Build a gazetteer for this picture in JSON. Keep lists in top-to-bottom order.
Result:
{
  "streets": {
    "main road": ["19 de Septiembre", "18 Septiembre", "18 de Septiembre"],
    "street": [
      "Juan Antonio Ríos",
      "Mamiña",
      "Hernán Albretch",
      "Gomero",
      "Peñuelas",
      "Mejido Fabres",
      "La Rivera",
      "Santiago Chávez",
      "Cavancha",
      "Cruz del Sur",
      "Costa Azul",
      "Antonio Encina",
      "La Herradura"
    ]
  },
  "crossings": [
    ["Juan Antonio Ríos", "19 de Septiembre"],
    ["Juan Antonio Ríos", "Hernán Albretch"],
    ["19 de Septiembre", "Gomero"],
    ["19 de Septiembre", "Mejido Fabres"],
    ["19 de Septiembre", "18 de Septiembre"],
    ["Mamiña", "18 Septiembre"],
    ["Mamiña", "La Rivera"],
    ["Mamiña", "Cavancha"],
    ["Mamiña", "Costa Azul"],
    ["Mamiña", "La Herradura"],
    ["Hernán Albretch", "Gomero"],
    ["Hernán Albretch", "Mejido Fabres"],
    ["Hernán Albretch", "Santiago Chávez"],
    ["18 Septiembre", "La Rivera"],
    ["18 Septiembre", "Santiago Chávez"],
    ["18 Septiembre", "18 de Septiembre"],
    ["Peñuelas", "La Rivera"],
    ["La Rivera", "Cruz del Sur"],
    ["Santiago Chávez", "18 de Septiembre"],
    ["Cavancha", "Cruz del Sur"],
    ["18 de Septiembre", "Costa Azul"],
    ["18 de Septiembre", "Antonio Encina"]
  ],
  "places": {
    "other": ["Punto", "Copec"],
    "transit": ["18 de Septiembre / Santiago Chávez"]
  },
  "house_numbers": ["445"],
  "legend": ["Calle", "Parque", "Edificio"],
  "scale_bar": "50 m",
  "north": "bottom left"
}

---------------

The full set of entries above has to be restated exactly.

| RESULT OF THIS EXERCISE |
Build a gazetteer for this picture in JSON. Keep lists in top-to-bottom order.
Result:
{
  "streets": {
    "main road": ["19 de Septiembre", "18 Septiembre", "18 de Septiembre"],
    "street": [
      "Juan Antonio Ríos",
      "Mamiña",
      "Hernán Albretch",
      "Gomero",
      "Peñuelas",
      "Mejido Fabres",
      "La Rivera",
      "Santiago Chávez",
      "Cavancha",
      "Cruz del Sur",
      "Costa Azul",
      "Antonio Encina",
      "La Herradura"
    ]
  },
  "crossings": [
    ["Juan Antonio Ríos", "19 de Septiembre"],
    ["Juan Antonio Ríos", "Hernán Albretch"],
    ["19 de Septiembre", "Gomero"],
    ["19 de Septiembre", "Mejido Fabres"],
    ["19 de Septiembre", "18 de Septiembre"],
    ["Mamiña", "18 Septiembre"],
    ["Mamiña", "La Rivera"],
    ["Mamiña", "Cavancha"],
    ["Mamiña", "Costa Azul"],
    ["Mamiña", "La Herradura"],
    ["Hernán Albretch", "Gomero"],
    ["Hernán Albretch", "Mejido Fabres"],
    ["Hernán Albretch", "Santiago Chávez"],
    ["18 Septiembre", "La Rivera"],
    ["18 Septiembre", "Santiago Chávez"],
    ["18 Septiembre", "18 de Septiembre"],
    ["Peñuelas", "La Rivera"],
    ["La Rivera", "Cruz del Sur"],
    ["Santiago Chávez", "18 de Septiembre"],
    ["Cavancha", "Cruz del Sur"],
    ["18 de Septiembre", "Costa Azul"],
    ["18 de Septiembre", "Antonio Encina"]
  ],
  "places": {
    "other": ["Punto", "Copec"],
    "transit": ["18 de Septiembre / Santiago Chávez"]
  },
  "house_numbers": ["445"],
  "legend": ["Calle", "Parque", "Edificio"],
  "scale_bar": "50 m",
  "north": "bottom left"
}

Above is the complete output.